Please copy each line of the listing that includes the string "linecap".
Segment Start: Dataset entries
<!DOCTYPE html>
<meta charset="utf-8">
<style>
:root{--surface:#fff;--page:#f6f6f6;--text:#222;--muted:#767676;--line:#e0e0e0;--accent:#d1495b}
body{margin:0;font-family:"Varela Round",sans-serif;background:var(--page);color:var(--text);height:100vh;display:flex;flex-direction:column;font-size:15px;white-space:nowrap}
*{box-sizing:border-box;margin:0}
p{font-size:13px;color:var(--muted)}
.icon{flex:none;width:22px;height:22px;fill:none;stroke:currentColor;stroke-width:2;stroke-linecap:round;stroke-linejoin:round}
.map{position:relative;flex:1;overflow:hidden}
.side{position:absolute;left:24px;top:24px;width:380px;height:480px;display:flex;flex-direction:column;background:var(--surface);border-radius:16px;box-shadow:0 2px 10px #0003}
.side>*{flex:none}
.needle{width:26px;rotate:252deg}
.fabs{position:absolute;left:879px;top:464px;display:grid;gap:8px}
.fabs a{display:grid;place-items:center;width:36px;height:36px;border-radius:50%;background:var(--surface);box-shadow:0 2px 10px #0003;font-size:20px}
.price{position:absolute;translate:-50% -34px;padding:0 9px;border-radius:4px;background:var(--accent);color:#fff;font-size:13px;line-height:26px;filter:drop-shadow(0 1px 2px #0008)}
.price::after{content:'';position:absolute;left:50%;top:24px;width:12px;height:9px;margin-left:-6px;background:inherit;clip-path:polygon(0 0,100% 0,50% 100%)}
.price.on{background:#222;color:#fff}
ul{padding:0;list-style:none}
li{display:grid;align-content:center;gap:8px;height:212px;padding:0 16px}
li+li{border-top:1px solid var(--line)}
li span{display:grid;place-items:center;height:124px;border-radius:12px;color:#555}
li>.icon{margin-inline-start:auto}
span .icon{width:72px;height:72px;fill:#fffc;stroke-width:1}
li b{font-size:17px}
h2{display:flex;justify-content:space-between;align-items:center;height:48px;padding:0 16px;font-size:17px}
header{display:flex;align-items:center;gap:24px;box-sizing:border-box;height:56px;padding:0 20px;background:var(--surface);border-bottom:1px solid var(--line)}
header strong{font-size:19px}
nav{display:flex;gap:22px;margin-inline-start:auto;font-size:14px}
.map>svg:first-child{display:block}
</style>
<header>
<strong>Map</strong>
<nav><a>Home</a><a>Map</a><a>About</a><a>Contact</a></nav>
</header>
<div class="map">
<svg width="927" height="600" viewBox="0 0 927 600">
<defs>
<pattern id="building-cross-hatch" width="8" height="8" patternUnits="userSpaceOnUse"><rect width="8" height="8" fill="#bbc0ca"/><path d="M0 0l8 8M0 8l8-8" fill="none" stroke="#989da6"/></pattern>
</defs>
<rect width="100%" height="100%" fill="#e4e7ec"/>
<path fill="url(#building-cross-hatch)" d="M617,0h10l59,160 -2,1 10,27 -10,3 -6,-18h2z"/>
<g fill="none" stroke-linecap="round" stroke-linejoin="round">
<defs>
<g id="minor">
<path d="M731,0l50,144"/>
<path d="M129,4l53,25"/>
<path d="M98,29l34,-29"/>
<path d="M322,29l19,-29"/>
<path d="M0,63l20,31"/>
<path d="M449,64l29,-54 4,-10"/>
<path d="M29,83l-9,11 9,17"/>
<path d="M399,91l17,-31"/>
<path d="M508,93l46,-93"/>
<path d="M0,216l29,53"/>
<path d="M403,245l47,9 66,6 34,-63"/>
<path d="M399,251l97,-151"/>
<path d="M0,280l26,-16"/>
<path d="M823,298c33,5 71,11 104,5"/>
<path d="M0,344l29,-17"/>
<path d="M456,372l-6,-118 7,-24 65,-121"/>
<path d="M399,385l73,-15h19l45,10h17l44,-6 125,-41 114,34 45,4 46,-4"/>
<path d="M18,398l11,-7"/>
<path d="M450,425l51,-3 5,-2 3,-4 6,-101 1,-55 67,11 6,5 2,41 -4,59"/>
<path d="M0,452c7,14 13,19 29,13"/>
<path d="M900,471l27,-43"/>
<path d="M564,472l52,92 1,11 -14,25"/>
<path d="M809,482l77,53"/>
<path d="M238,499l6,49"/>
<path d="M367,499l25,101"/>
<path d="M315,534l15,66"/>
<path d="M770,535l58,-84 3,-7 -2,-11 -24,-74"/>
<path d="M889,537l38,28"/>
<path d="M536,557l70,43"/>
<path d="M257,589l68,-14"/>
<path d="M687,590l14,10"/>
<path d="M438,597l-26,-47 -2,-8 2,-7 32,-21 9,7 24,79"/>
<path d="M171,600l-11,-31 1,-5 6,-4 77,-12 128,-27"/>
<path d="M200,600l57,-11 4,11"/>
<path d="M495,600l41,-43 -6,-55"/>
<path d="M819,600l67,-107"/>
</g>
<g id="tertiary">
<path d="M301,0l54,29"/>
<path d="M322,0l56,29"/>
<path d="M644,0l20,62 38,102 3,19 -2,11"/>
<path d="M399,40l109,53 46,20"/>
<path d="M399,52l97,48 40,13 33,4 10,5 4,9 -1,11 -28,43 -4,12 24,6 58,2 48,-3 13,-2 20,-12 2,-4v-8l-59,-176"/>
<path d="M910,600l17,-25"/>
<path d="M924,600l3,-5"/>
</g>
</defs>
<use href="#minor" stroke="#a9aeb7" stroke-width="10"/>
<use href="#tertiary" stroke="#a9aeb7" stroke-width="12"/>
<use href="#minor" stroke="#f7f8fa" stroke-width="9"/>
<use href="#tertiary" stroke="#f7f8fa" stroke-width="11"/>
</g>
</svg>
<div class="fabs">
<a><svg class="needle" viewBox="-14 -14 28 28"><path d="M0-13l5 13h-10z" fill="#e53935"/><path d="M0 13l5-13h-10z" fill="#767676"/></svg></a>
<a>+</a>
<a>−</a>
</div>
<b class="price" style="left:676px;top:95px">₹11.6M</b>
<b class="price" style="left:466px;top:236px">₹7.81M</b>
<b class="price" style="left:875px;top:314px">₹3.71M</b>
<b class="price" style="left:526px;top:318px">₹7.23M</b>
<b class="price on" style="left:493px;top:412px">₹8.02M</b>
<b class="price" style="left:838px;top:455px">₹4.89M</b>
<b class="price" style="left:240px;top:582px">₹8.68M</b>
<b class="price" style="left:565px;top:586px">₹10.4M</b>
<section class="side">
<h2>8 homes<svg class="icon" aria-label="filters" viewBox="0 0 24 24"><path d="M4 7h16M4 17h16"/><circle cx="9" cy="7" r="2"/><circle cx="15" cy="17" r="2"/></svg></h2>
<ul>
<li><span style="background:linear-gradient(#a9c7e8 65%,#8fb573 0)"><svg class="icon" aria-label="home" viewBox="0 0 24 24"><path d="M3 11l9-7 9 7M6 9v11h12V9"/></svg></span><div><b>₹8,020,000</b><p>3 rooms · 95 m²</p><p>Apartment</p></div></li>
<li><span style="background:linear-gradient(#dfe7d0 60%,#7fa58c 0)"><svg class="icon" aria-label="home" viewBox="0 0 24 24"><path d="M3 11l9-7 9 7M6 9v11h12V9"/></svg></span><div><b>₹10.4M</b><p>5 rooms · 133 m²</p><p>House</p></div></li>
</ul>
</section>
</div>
Segment End: Dataset entries
Solution below:
.icon{flex:none;width:22px;height:22px;fill:none;stroke:currentColor;stroke-width:2;stroke-linecap:round;stroke-linejoin:round}
<g fill="none" stroke-linecap="round" stroke-linejoin="round">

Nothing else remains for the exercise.